┌──

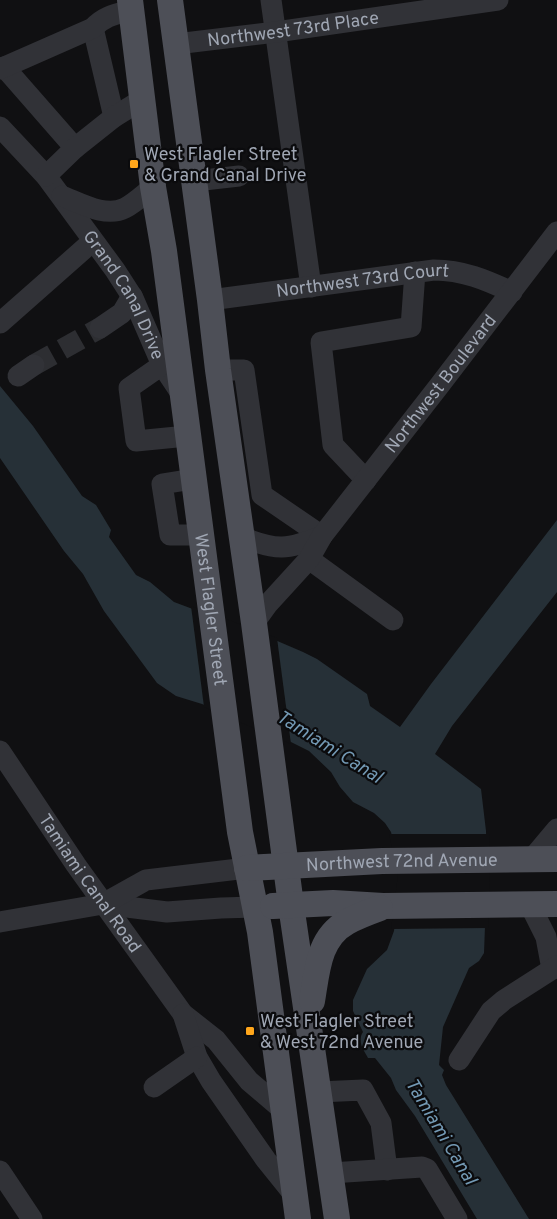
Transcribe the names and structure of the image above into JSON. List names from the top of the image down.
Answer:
{
  "streets": {
    "main road": ["West Flagler Street", "Northwest 72nd Avenue"],
    "street": [
      "Northwest 73rd Place",
      "Northwest 73rd Court",
      "Grand Canal Drive",
      "Northwest Boulevard",
      "Tamiami Canal Road"
    ]
  },
  "crossings": [
    ["Northwest 73rd Court", "Northwest Boulevard"],
    ["Grand Canal Drive", "West Flagler Street"],
    ["West Flagler Street", "Northwest 72nd Avenue"],
    ["West Flagler Street", "Tamiami Canal Road"]
  ],
  "water": ["Tamiami Canal"],
  "places": {
    "transit": ["West Flagler Street & Grand Canal Drive", "West Flagler Street & West 72nd Avenue"]
  }
}
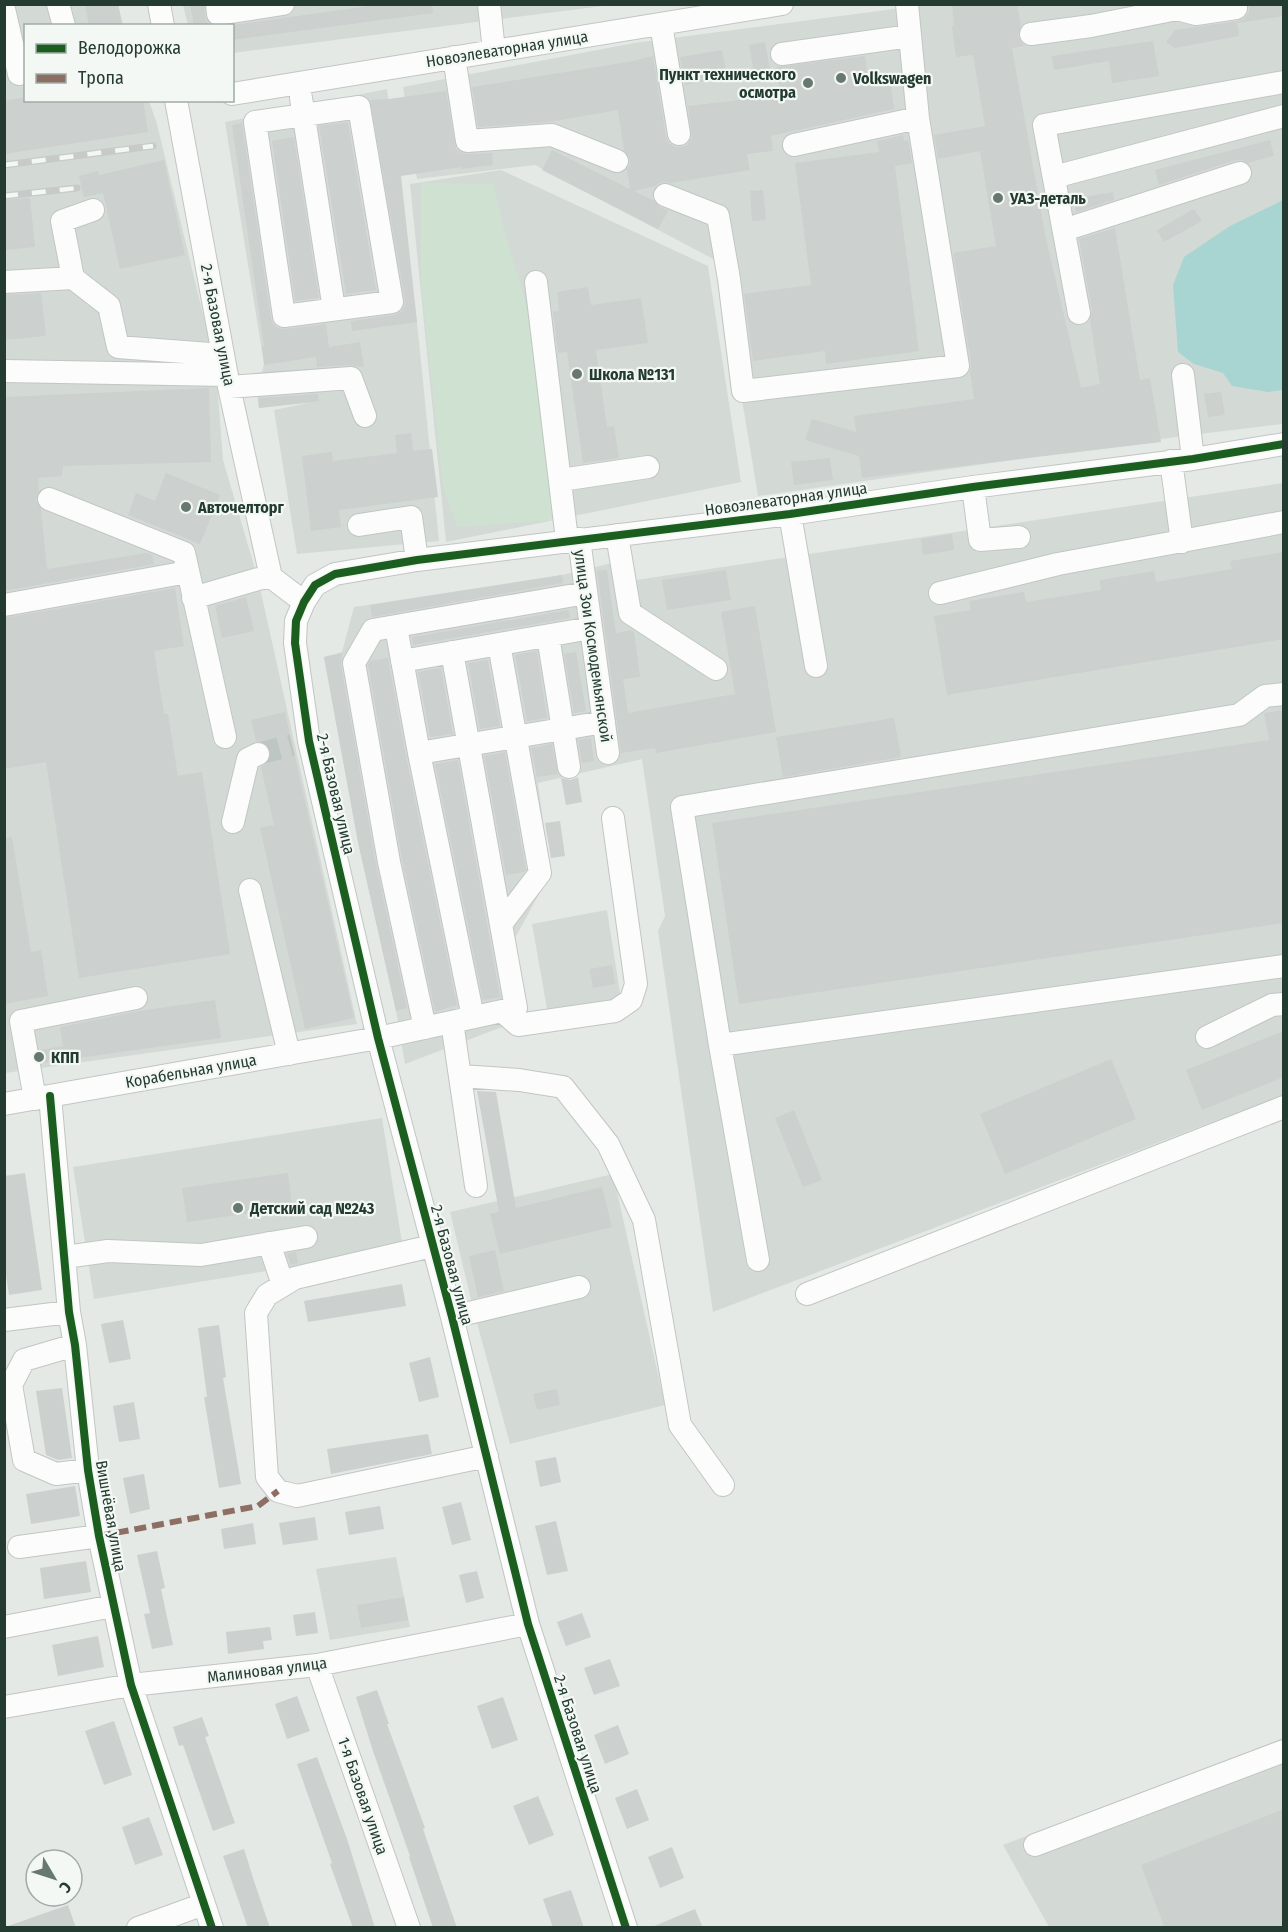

└──

__AIM OF THE EXERCISE__: Exactly reproduce each record, leaving out any pictures.

__ANSWER TO THIS PROBLEM__:
Transcribe the names and structure of the image above into JSON. List names from the top of the image down.
Answer:
{
  "streets": {
    "main road": ["West Flagler Street", "Northwest 72nd Avenue"],
    "street": [
      "Northwest 73rd Place",
      "Northwest 73rd Court",
      "Grand Canal Drive",
      "Northwest Boulevard",
      "Tamiami Canal Road"
    ]
  },
  "crossings": [
    ["Northwest 73rd Court", "Northwest Boulevard"],
    ["Grand Canal Drive", "West Flagler Street"],
    ["West Flagler Street", "Northwest 72nd Avenue"],
    ["West Flagler Street", "Tamiami Canal Road"]
  ],
  "water": ["Tamiami Canal"],
  "places": {
    "transit": ["West Flagler Street & Grand Canal Drive", "West Flagler Street & West 72nd Avenue"]
  }
}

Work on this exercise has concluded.